How fun! Nothing cuter than 2 dogs playing happily!


----------



## NutroGeoff (May 15, 2013)

Yeah its really cute. Haha.


----------



## doggiedad (Jan 23, 2011)

glad they're getting along. becareful, the dogs getting along will make you want a "2nd" dog. lol.


----------



## NutroGeoff (May 15, 2013)

Oh I've been wanting another for quite a while. The only thing stopping us is that we haven't found the one we have fallen in love with yet. Haha. Been thinking about getting my wife a puppy for Christmas. She told me she has baby fever and it's either a puppy or a baby.
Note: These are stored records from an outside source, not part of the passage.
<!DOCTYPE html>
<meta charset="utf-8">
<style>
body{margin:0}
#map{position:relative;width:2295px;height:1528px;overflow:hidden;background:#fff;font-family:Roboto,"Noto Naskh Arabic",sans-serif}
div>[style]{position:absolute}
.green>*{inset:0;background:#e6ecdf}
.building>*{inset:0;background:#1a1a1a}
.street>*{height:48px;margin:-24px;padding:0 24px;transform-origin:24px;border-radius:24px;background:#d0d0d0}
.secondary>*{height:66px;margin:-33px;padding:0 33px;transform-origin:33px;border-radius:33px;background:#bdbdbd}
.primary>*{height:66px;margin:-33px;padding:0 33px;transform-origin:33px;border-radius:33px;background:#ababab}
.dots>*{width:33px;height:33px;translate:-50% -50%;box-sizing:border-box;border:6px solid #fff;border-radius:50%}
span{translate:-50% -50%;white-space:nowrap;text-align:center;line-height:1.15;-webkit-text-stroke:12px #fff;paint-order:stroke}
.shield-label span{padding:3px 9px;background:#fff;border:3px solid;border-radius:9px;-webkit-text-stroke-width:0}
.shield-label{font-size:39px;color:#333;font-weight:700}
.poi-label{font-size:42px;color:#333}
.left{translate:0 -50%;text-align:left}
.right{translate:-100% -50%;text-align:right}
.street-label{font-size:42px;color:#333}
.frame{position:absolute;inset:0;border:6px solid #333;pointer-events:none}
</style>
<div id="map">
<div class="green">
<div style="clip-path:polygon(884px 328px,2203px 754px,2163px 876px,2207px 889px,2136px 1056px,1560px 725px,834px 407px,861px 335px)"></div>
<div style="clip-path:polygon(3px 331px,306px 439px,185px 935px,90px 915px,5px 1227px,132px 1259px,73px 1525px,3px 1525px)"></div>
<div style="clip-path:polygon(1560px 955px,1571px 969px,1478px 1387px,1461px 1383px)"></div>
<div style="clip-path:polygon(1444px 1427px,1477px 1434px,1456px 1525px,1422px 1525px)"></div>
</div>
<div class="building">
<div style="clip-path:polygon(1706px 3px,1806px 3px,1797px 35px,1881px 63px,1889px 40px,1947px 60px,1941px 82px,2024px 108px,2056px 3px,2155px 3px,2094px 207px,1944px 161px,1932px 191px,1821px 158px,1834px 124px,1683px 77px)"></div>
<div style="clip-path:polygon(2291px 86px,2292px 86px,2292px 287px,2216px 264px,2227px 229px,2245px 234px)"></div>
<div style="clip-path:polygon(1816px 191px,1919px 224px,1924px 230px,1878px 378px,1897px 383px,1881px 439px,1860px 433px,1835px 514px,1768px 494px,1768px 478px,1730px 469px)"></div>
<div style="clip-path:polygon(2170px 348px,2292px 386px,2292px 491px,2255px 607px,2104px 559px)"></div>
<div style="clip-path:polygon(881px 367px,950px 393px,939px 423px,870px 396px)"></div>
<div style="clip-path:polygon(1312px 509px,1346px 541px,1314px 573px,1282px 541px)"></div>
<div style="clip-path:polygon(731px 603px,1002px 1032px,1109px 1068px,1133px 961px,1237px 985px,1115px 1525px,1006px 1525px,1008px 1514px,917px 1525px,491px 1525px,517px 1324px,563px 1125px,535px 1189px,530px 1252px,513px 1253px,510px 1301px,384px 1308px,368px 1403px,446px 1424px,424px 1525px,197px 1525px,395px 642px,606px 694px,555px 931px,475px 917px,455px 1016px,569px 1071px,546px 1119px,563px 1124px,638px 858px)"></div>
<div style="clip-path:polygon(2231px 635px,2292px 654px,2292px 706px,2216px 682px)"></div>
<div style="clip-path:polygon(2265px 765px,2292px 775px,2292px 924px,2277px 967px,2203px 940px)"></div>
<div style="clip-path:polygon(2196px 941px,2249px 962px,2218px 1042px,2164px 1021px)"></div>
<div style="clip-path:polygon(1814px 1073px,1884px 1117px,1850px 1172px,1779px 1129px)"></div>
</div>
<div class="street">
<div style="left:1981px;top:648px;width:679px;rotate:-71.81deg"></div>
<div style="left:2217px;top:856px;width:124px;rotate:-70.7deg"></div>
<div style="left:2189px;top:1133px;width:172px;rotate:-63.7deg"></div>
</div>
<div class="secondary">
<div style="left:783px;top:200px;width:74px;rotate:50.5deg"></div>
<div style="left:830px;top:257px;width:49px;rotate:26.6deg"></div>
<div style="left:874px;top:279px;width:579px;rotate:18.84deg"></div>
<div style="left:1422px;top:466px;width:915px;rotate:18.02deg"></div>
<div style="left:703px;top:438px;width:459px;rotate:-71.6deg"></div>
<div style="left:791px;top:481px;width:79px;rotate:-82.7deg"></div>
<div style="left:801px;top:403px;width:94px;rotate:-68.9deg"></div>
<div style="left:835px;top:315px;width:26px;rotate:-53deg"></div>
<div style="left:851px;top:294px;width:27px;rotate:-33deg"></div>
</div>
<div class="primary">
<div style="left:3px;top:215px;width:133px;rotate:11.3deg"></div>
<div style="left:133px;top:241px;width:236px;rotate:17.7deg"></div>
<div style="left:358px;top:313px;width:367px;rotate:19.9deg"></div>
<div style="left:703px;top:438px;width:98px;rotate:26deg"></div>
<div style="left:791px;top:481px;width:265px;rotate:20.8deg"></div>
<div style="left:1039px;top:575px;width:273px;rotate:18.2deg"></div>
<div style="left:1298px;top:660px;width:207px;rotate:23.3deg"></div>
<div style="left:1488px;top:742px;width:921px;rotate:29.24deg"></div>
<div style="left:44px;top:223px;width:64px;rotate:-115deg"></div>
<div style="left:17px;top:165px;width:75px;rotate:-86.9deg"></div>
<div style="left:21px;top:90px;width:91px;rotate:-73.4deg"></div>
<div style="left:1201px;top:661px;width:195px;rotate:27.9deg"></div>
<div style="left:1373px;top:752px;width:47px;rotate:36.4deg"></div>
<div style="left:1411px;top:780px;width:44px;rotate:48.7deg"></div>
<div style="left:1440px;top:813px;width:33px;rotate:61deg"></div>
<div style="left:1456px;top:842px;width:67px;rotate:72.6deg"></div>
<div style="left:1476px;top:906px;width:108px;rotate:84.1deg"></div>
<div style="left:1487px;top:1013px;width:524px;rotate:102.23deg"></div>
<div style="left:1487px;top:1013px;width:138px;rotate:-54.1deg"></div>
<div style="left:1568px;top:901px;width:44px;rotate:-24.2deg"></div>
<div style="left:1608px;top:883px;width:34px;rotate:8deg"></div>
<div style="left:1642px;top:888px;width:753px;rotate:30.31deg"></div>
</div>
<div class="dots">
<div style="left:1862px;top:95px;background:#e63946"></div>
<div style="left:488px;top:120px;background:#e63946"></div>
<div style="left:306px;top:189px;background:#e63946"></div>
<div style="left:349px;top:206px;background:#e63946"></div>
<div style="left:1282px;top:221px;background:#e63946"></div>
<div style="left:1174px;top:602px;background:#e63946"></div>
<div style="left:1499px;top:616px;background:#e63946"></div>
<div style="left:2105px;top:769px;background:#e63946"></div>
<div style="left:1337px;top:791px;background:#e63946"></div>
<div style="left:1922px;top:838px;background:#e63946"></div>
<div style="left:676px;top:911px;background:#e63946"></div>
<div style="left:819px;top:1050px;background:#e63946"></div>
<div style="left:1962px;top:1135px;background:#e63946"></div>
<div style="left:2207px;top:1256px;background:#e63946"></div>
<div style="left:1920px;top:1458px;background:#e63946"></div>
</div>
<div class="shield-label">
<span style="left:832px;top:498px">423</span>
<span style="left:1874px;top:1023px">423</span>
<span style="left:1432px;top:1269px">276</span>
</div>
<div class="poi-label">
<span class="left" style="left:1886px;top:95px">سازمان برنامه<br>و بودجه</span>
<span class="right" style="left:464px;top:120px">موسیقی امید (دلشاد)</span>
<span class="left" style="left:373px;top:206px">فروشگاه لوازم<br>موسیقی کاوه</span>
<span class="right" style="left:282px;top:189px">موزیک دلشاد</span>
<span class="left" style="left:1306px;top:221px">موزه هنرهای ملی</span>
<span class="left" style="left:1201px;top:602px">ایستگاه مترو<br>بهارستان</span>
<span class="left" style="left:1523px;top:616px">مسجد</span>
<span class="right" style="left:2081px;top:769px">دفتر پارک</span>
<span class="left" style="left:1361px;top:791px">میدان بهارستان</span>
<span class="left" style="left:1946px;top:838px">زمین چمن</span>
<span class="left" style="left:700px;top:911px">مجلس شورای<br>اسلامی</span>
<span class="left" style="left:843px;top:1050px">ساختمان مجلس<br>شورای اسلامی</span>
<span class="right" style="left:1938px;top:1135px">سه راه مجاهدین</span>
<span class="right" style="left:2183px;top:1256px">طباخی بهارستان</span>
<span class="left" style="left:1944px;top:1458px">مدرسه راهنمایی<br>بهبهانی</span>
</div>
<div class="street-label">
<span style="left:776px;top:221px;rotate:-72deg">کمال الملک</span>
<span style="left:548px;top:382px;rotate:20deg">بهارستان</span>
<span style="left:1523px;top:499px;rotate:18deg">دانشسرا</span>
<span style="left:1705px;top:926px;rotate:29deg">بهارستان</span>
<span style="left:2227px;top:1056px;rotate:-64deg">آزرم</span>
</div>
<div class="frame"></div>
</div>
Haha.


----------



## naturalfeddogs (Jan 6, 2011)

How about both? You can surprise her with a puppy, and she can surprise you with a pregnancy! LOL!!! :bounce:


----------



## NutroGeoff (May 15, 2013)

Hahaha. That sounds like quite a deal there. It might get interesting in a small apartment though. Haha. That's one of the only reasons holding us back from both. Haha.


----------



## doggiedad (Jan 23, 2011)

a baby, a puppy, adult dog and 2 humans can fit in an apartment. go for it, a baby and a puppy.
think of all the great pics. i'm a good uncle.


----------



## NutroGeoff (May 15, 2013)

Hahaha. I'll talk to my wife and see what she thinks. Hahaha.


----------



## nfedyk (Jan 13, 2012)

I would love to see a picture of your cousin's dog. We have a maltipoo too.


----------



## NutroGeoff (May 15, 2013)

Awww she already went home. I would have taken pics while she was there but my cell phone has had issues with the camera and the gallery for quite a while and hasn't been working at all.


----------